Student loans and financial literacy
My latest book read is The Rooster Bar by John Grisham. A compelling writer coupled with a unique story plot about student loans scam in the US; the book was devoured in a matter of days. I cannot help but feel shocked at the size of the student loans each protagonist chalked up in the novel. Each of them owed approximately US$200k, the 3 totaling a whooping more than half a million in student loans! The scam was simple yet outrageous. Private law universities were set up promising bright futures to young teens who could not make it to top universities, funded with student loans with exorbitant interest rates from banks owned by the same ultimate owner of the private law universities. The protagonists found out in a painful way that most graduates failed to secure jobs due to high unemployment rates; yet they are supposed to commence repayment upon graduation.
I tried to think back on my own university education years ago. In Singapore, university education is mostly subsidized for Singapore citizens. A degree in Accountancy requires 3 years to complete; each year cost at most $12k, which makes the total amount about $36k. Each working adult in Singapore is supposed to contribute a fraction of monthly pay to a mandatory savings scheme called “Central Provident Fund” (or CPF for short). For most Singaporeans, other than those who are lucky enough to garner sponsorship or scholarships, a loan is necessary to fund the fees. Besides going to a bank, there is an option to “borrow” from parents’ CPF savings. The interest rate is on the high side at 4%, however, back then, I decided upon this option, figuring that its better to pay interest to my own parent than to a third party.

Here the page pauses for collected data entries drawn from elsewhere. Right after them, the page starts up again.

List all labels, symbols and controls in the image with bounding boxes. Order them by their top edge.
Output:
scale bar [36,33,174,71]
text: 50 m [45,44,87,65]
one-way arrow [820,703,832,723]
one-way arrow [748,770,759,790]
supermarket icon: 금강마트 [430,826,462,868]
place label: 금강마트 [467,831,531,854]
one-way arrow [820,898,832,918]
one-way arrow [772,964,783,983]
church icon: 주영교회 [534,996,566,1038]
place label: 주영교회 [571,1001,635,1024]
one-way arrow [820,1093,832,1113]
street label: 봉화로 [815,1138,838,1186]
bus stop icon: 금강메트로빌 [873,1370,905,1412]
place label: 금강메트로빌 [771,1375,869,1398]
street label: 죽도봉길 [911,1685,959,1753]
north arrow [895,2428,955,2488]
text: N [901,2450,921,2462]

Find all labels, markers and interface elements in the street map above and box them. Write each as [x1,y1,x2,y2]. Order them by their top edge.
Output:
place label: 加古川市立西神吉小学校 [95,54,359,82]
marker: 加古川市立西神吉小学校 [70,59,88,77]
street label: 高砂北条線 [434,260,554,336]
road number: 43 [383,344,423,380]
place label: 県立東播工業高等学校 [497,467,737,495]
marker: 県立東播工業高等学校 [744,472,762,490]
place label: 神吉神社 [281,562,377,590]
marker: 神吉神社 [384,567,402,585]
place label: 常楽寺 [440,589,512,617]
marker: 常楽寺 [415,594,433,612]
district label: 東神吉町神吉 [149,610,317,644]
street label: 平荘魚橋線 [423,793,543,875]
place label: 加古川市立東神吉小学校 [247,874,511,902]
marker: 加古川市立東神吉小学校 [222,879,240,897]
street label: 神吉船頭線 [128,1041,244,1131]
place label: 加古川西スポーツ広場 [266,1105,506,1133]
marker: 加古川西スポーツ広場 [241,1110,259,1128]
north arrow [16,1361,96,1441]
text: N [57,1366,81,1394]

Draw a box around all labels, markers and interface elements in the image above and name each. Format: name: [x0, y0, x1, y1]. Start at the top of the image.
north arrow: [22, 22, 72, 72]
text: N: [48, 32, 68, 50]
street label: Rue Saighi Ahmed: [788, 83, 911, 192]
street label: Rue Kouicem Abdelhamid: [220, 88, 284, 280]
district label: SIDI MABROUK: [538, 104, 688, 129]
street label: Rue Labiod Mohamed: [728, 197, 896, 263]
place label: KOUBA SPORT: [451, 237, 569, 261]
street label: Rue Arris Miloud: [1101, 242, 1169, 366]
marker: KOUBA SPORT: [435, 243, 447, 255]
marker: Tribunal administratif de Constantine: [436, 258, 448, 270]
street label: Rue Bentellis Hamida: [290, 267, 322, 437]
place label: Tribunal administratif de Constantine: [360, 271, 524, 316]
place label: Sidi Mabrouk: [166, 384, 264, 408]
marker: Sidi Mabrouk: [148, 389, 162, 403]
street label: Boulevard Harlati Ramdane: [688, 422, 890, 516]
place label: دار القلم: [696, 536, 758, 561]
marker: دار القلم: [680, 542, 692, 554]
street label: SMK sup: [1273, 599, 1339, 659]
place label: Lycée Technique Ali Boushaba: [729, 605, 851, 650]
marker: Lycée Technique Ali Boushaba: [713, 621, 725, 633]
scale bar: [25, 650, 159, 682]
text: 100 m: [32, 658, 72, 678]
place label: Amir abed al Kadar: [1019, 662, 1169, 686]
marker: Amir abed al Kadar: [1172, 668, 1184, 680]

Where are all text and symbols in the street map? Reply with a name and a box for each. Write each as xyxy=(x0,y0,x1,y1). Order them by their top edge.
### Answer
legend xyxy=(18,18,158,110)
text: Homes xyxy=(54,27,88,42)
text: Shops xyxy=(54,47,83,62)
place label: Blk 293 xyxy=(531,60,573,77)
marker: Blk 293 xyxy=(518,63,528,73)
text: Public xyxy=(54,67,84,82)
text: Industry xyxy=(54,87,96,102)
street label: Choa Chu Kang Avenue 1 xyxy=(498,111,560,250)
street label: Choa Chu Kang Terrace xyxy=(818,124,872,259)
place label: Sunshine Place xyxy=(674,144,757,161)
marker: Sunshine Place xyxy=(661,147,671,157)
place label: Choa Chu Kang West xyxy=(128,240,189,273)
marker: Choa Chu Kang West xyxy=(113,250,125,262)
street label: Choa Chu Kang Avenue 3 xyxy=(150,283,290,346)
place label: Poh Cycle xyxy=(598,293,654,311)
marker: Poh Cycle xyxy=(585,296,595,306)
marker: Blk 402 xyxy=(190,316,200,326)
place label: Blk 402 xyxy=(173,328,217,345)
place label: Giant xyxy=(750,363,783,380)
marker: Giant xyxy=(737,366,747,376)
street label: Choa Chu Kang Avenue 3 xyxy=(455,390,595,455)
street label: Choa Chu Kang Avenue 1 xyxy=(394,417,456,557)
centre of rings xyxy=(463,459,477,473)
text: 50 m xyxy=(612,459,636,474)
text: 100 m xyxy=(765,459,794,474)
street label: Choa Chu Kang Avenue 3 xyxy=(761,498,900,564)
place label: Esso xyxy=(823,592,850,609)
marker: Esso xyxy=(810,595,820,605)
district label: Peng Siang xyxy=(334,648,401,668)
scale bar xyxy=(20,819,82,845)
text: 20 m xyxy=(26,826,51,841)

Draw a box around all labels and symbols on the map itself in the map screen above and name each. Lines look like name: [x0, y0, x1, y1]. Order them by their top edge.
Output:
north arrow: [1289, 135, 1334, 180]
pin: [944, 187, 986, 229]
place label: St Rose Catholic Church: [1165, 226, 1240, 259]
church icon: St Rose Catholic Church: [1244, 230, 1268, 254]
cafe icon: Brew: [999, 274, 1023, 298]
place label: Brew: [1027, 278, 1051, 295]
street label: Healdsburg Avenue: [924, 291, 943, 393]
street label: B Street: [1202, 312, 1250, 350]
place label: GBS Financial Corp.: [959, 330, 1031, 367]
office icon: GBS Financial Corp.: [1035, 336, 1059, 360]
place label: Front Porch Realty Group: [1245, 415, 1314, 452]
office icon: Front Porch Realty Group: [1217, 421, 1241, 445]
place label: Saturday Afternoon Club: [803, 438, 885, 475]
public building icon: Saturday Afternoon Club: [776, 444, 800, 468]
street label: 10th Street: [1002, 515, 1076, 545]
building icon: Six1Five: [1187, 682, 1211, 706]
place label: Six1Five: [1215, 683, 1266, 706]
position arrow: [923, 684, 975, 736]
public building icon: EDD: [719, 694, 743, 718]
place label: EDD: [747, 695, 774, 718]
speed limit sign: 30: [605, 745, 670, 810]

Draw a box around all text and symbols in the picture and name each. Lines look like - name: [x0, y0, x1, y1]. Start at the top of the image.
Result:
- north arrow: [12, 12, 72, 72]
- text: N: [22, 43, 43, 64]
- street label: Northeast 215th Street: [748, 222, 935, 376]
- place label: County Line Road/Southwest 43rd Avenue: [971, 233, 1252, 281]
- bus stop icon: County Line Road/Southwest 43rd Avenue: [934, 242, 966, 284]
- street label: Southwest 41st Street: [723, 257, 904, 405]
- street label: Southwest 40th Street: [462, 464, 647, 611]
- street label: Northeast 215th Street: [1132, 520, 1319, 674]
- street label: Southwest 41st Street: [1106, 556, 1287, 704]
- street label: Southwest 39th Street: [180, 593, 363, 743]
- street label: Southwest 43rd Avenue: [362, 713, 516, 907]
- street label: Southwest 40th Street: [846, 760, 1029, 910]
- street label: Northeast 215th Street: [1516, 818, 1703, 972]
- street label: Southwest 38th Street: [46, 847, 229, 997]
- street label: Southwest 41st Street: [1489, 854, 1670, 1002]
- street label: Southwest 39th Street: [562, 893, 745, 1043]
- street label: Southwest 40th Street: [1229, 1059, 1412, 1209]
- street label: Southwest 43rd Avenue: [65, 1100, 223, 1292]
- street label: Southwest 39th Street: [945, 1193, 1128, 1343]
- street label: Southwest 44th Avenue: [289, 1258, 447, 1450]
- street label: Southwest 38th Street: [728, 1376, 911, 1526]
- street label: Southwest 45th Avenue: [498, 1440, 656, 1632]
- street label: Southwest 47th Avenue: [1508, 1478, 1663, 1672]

With this background, you probably can understand my shock at reading about the student loans of US$200k each, which made it roughly 5 times of mine! In HSBC’s 2018 report “The Value of Education, students spend on average US$99,417 over the course of a degree. The numbers in the novel look like they are on the high side; then again, that was for private education. 85% of students have to work while studying to defray the costs. 62% of parents stopped or reduced their leisure activities to support their children’s university education. Many parents also wish they are more financially prepared for their child’s university education.
It is a worrying trend, as, if they are struggling to repay the education expenses, they may not have enough savings for their own retirement or emergency stash. In addition, upon graduation, the immediate worry and stress of loan repayment can be daunting, especially if they are not able to find jobs. This can be a vicious cycle; if the debts are not gotten rid of, their children will not be able to afford university education by the time they grow up.
Financial awareness; financial literacy; financial planning and eventually financial freedom become important to break the cycle; to remain debt free and even have ample savings for retirement, not to mention funding children’s education in the future! Hence, it is heartening to read that as part of the Singapore government efforts to boost financial literacy among Singaporeans and help them manage their money well, it was announced in Nov 2018 that a mandatory module will be introduced from 2019 onward in polytechnics and ITEs (https://www.straitstimes.com/singapore/poly-ite-students-to-be-taught-financial-literacy).
More can certainly be done, such as starting financial education at a younger age to instill the importance of financial knowledge or various workshops can be conducted targeting different segments of the population such as young adults concerning savings; parents regarding debt management or even retirees on retirement planning or setting up of trust funds etc.